I am trying to get the WEMOS S2 MINI to drive a TFT and have run into some basic problems with the SPI.
This board uses an ESP32-S2 with 4MB FLASH and 2MB PSRAM.
I am using ESP32 board core 2.0.1-RC1 and Arduino 1.8.15
The program below produces a 20MHz 3.3V clock on pin 36 but the MOSI data on pin 35 is only about 1V peak to peak. I am measuring this with a 200MHz Rigol scope.
When I just toggle pin 35 in a loop as a regular output I get a full 3.3V square wave as expected. So the problem appears to be something with the SPI setup.
VDD_SPI measures at 3.3V. I have tried this on several of these S2 Mini boards and the SPI CLK is there but MOSI is not or very low,
I have tried the clock at 1MHz, 20MHz and 40MHz and get the same thing. Clock looks fine, MOSI is low voltage or not there.
Any suggestions would be appreciated. Thanks, Bill
I thought I would add some images to show what I am seeing on the ESP32-S2 WEMOS S2 MINI SPI lines. Note the 1V MOSI SIGNAL and the 3.3V SCLK. I did add a 10K pull-up on the MOSI GPIO and it did not change the signal.

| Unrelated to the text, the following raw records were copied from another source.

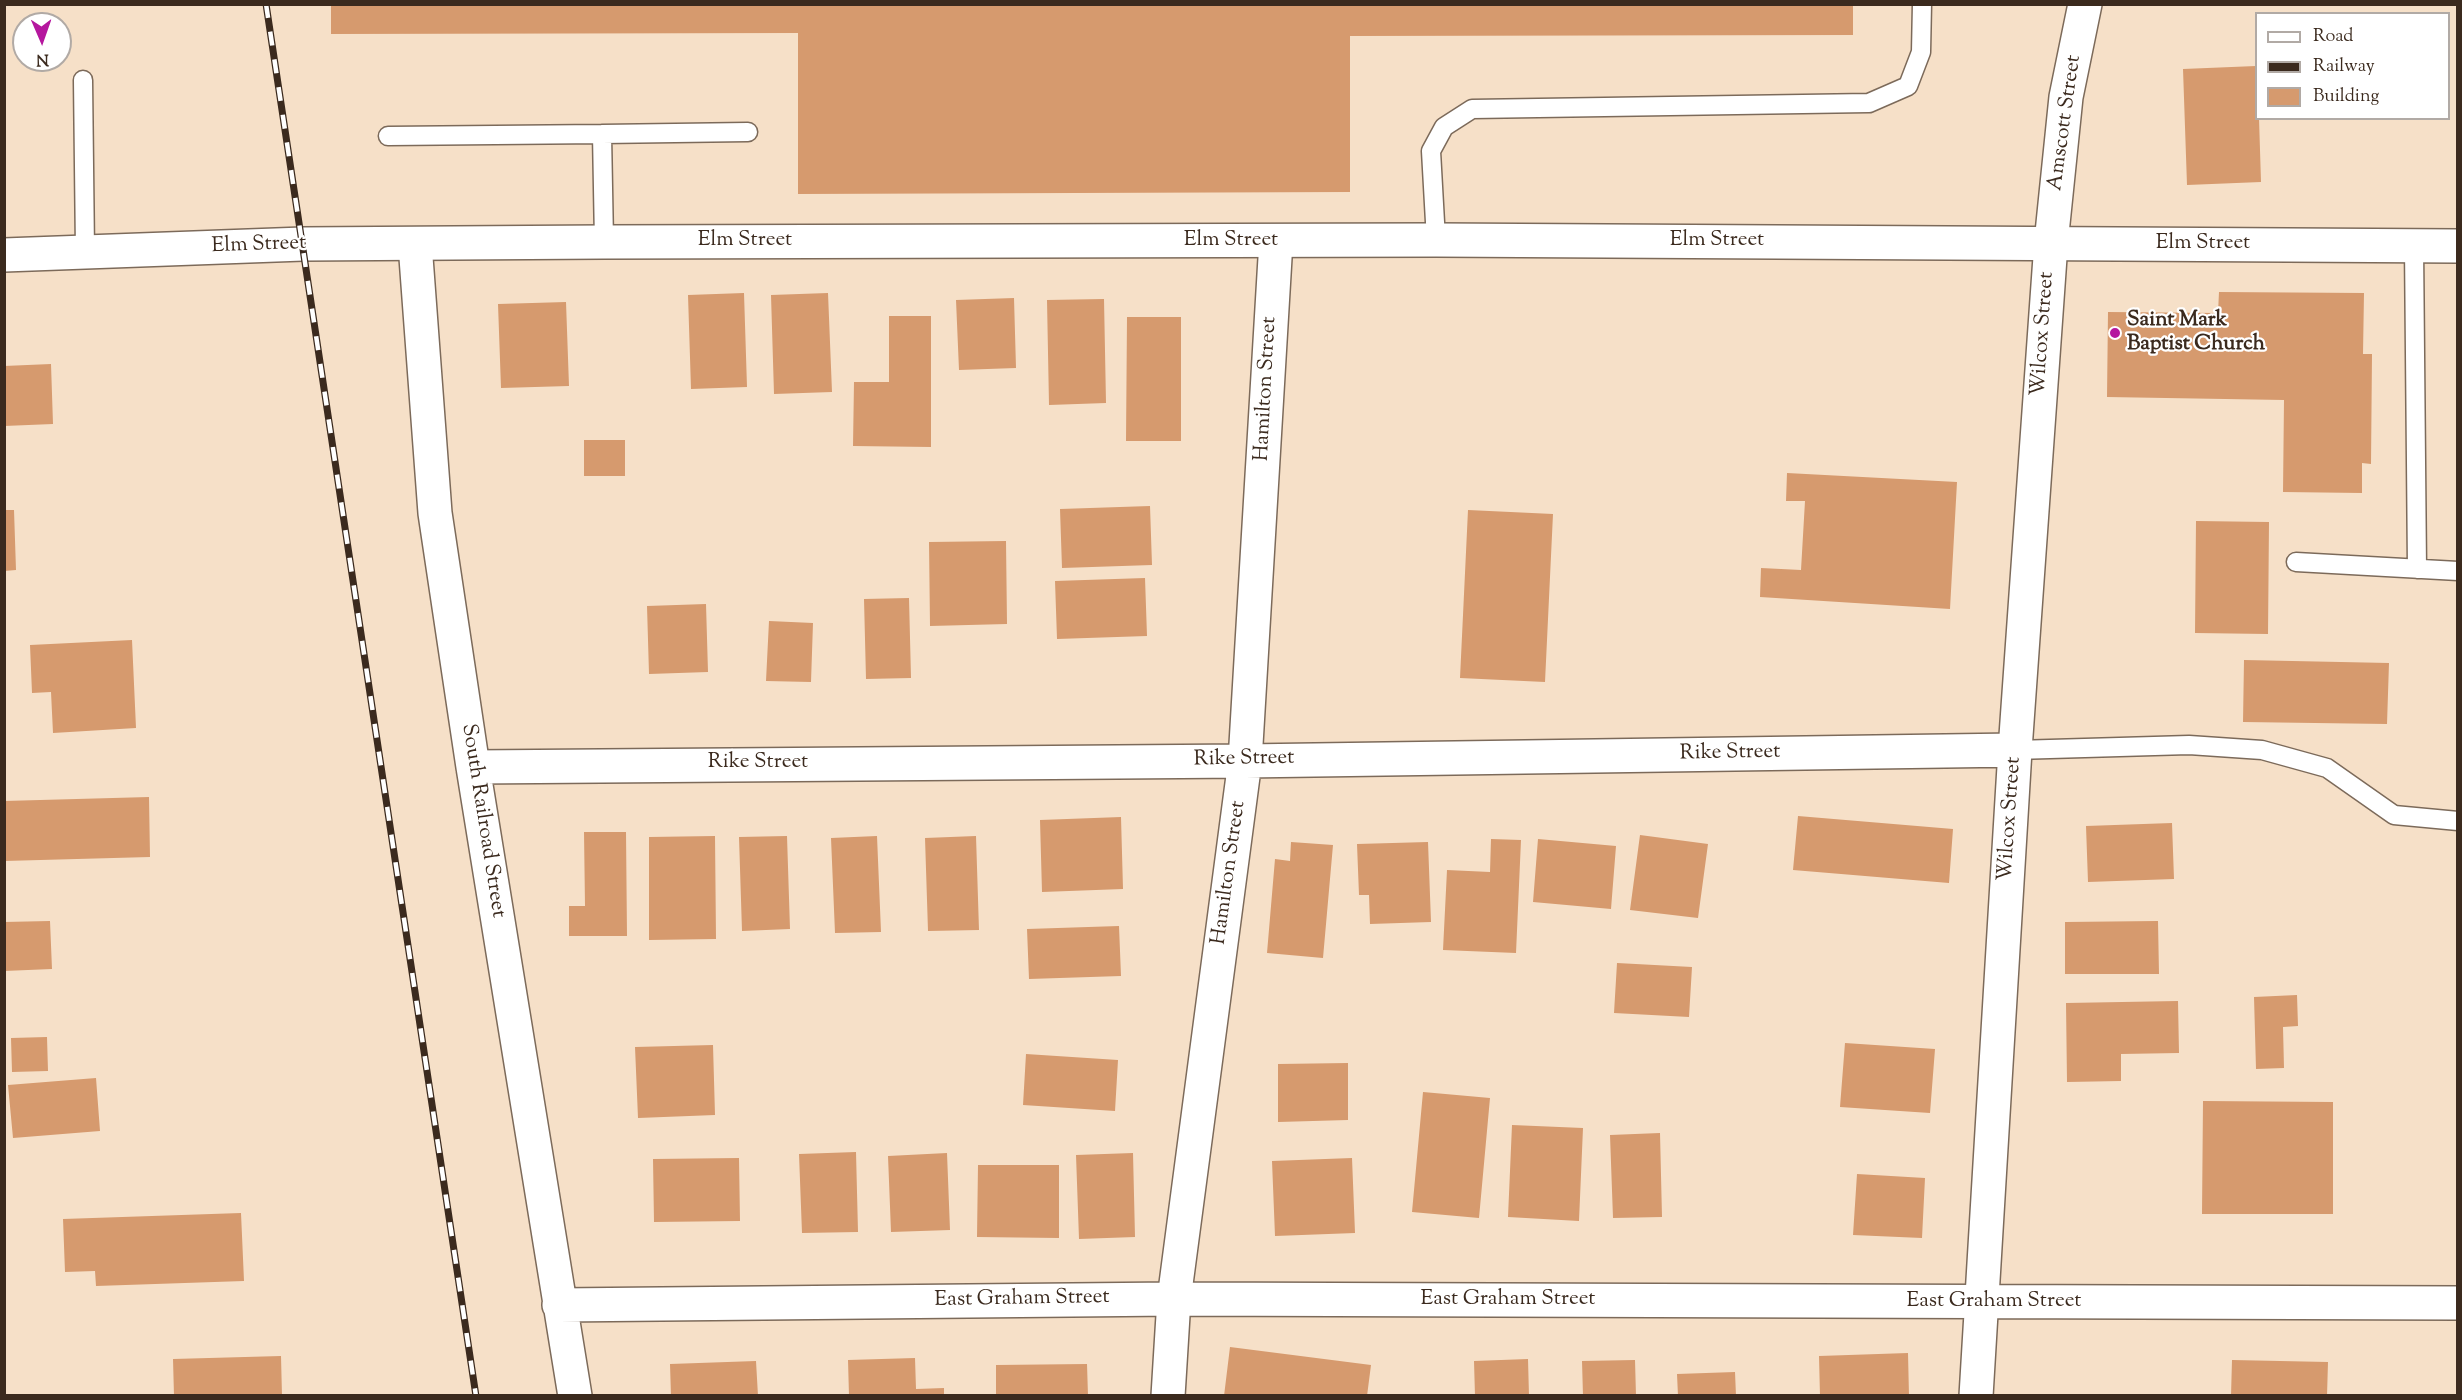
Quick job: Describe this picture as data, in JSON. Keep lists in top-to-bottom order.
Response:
{
  "streets": {
    "street": [
      "Amscott Street",
      "Elm Street",
      "Wilcox Street",
      "Hamilton Street",
      "Rike Street",
      "South Railroad Street",
      "East Graham Street"
    ]
  },
  "crossings": [
    ["Amscott Street", "Elm Street"],
    ["Amscott Street", "Wilcox Street"],
    ["Elm Street", "Wilcox Street"],
    ["Elm Street", "Hamilton Street"],
    ["Elm Street", "South Railroad Street"],
    ["Wilcox Street", "Rike Street"],
    ["Wilcox Street", "East Graham Street"],
    ["Hamilton Street", "Rike Street"],
    ["Hamilton Street", "East Graham Street"],
    ["Rike Street", "South Railroad Street"],
    ["South Railroad Street", "East Graham Street"]
  ],
  "places": ["Saint Mark Baptist Church"],
  "legend": ["Road", "Railway", "Building"],
  "north": "bottom"
}
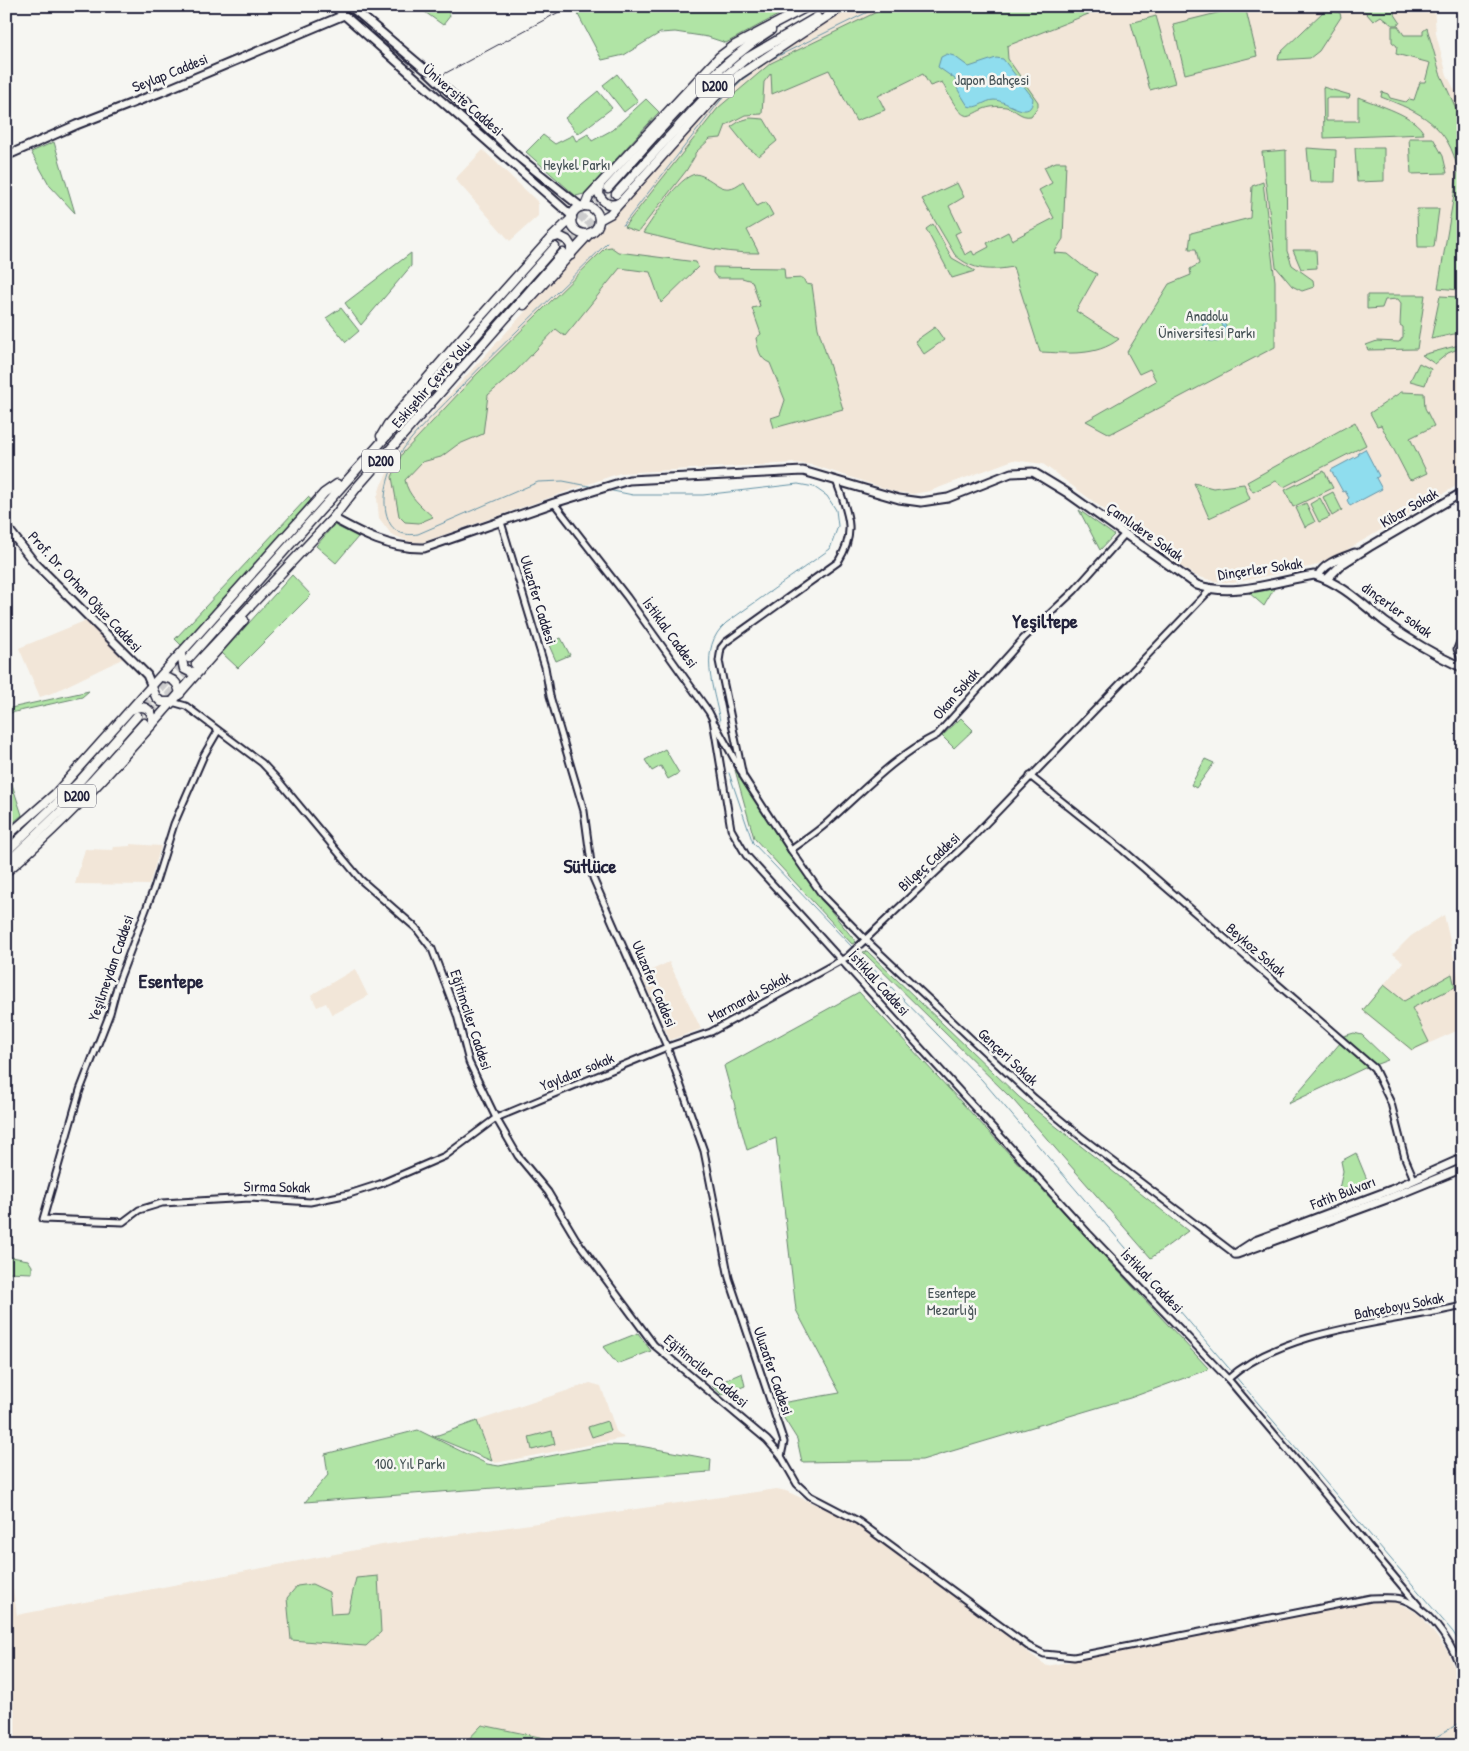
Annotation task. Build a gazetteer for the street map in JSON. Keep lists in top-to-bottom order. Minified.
{"streets":{"highway":["D200","Eskişehir Çevre Yolu"],"main road":["Seylap Caddesi","Üniversite Caddesi","Kibar Sokak","Çamlıdere Sokak","Dinçerler Sokak","Prof. Dr. Orhan Oğuz Caddesi","dinçerler sokak","Fatih Bulvarı"],"street":["Uluzafer Caddesi","İstiklal Caddesi","Okan Sokak","Bilgeç Caddesi","Beykoz Sokak","Yeşilmeydan Caddesi","Marmaralı Sokak","Eğitimciler Caddesi","Gençeri Sokak","Yaylalar sokak","Sırma Sokak","Bahçeboyu Sokak"]},"crossings":[["Seylap Caddesi","Üniversite Caddesi"],["Üniversite Caddesi","Eskişehir Çevre Yolu"],["Eskişehir Çevre Yolu","Eğitimciler Caddesi"],["Çamlıdere Sokak","Dinçerler Sokak"],["Çamlıdere Sokak","İstiklal Caddesi"],["Çamlıdere Sokak","Okan Sokak"],["Çamlıdere Sokak","Bilgeç Caddesi"],["Dinçerler Sokak","dinçerler sokak"],["Dinçerler Sokak","Bilgeç Caddesi"],["Uluzafer Caddesi","Marmaralı Sokak"],["Uluzafer Caddesi","Eğitimciler Caddesi"],["Uluzafer Caddesi","Yaylalar sokak"],["İstiklal Caddesi","Bilgeç Caddesi"],["İstiklal Caddesi","Marmaralı Sokak"],["İstiklal Caddesi","Gençeri Sokak"],["İstiklal Caddesi","Bahçeboyu Sokak"],["Okan Sokak","Gençeri Sokak"],["Bilgeç Caddesi","Beykoz Sokak"],["Bilgeç Caddesi","Marmaralı Sokak"],["Bilgeç Caddesi","Gençeri Sokak"],["Beykoz Sokak","Fatih Bulvarı"],["Yeşilmeydan Caddesi","Eğitimciler Caddesi"],["Yeşilmeydan Caddesi","Sırma Sokak"],["Marmaralı Sokak","Yaylalar sokak"],["Eğitimciler Caddesi","Yaylalar sokak"],["Eğitimciler Caddesi","Sırma Sokak"],["Gençeri Sokak","Fatih Bulvarı"],["Yaylalar sokak","Sırma Sokak"]],"districts":["Yeşiltepe","Sütlüce","Esentepe"],"parks":["Japon Bahçesi","Heykel Parkı","Anadolu Üniversitesi Parkı","Esentepe Mezarlığı","100. Yıl Parkı"]}
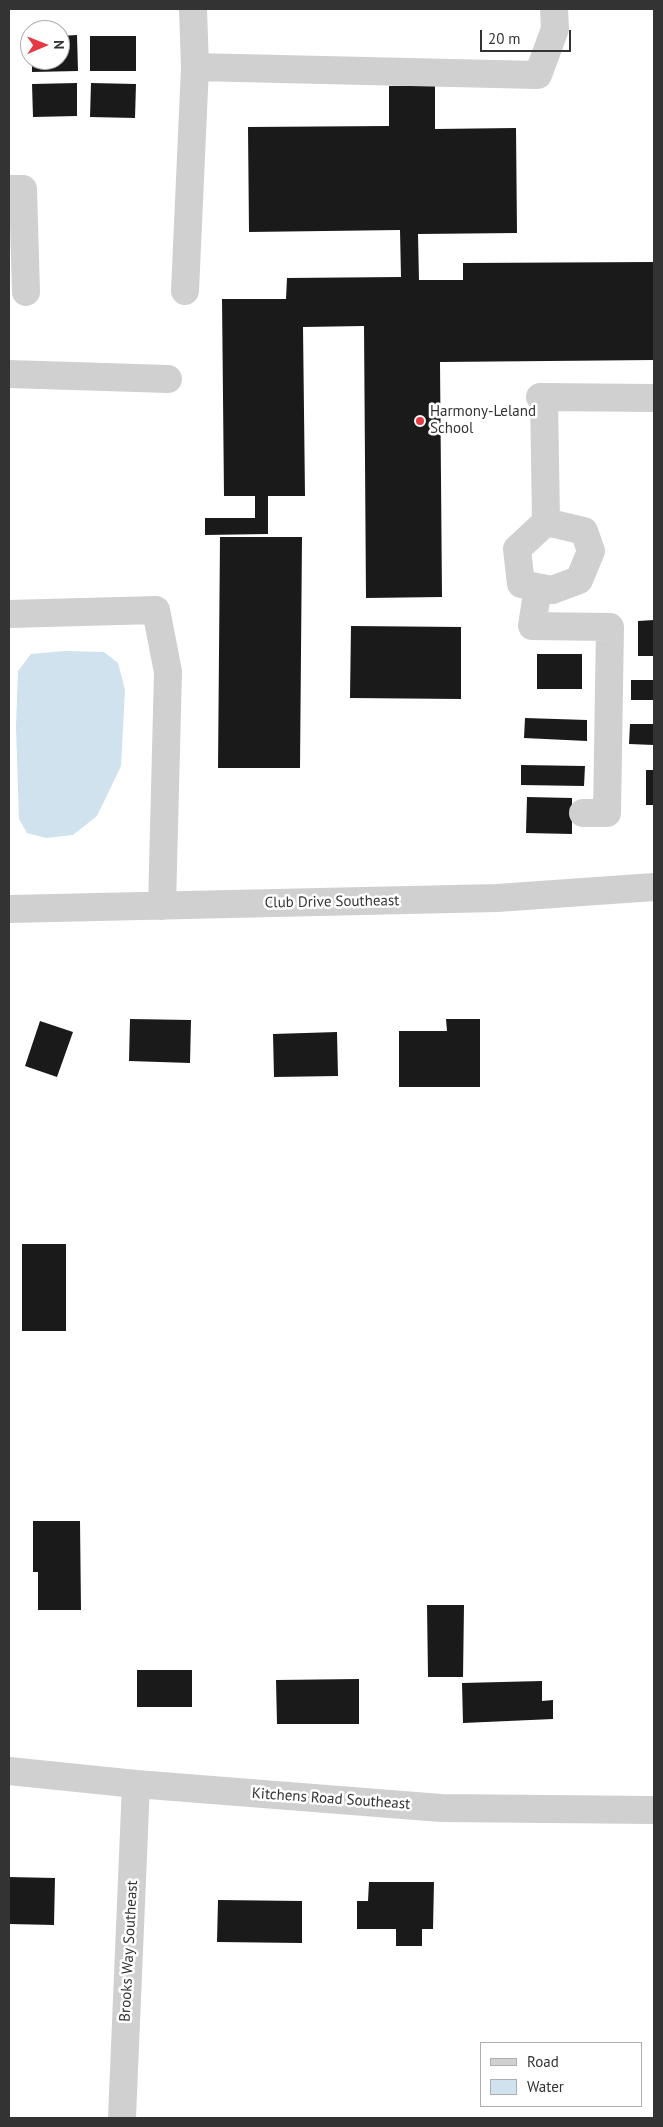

I wrote a second program to try to show the MOSI and digitalWrite on the same GPIO 35 on the same scope shot. The program, in a loop, initiates the spi, starts a transaction, writes out the data, ends the transaction and releases the SPI. Then it sets up GPIO 35 and toggles it ON and OFF 4 times. You can see the jump from 1V on the MOSI to 3.3V on the digitalWrite. There is another level of weirdness going on. It appears the SPI MOSI sometimes ends low, sometimes high. When it ends high, the digitalWrite low only goes down to 1V. I don't know why. Any guesses or suggestions would be appreciated. Here is the webpage for the WEMOS S2 Mini: https://www.wemos.cc/en/latest/s2/s2_mini.html
Here is the complete program:
Yes, I did get it working finally but I don't quite remember what the issue was. I will try to get back to you today after I look thru my notes. I absolutely did get it driving an SPI based LCD.
SPI0 and SPI1 are used internally to access the ESP32-S2’s attached flash memory. Both controllers share the same SPI bus signals, and there is an arbiter to determine which can access the bus.
SPI2 and SPI3 are general purpose SPI controllers. They are open to users. SPI2 and SPI3 have independent signal buses with the same respective names. SPI2 has 6 CS lines. SPI3 has 3 CS lines. Each CS line can be used to drive one SPI slave.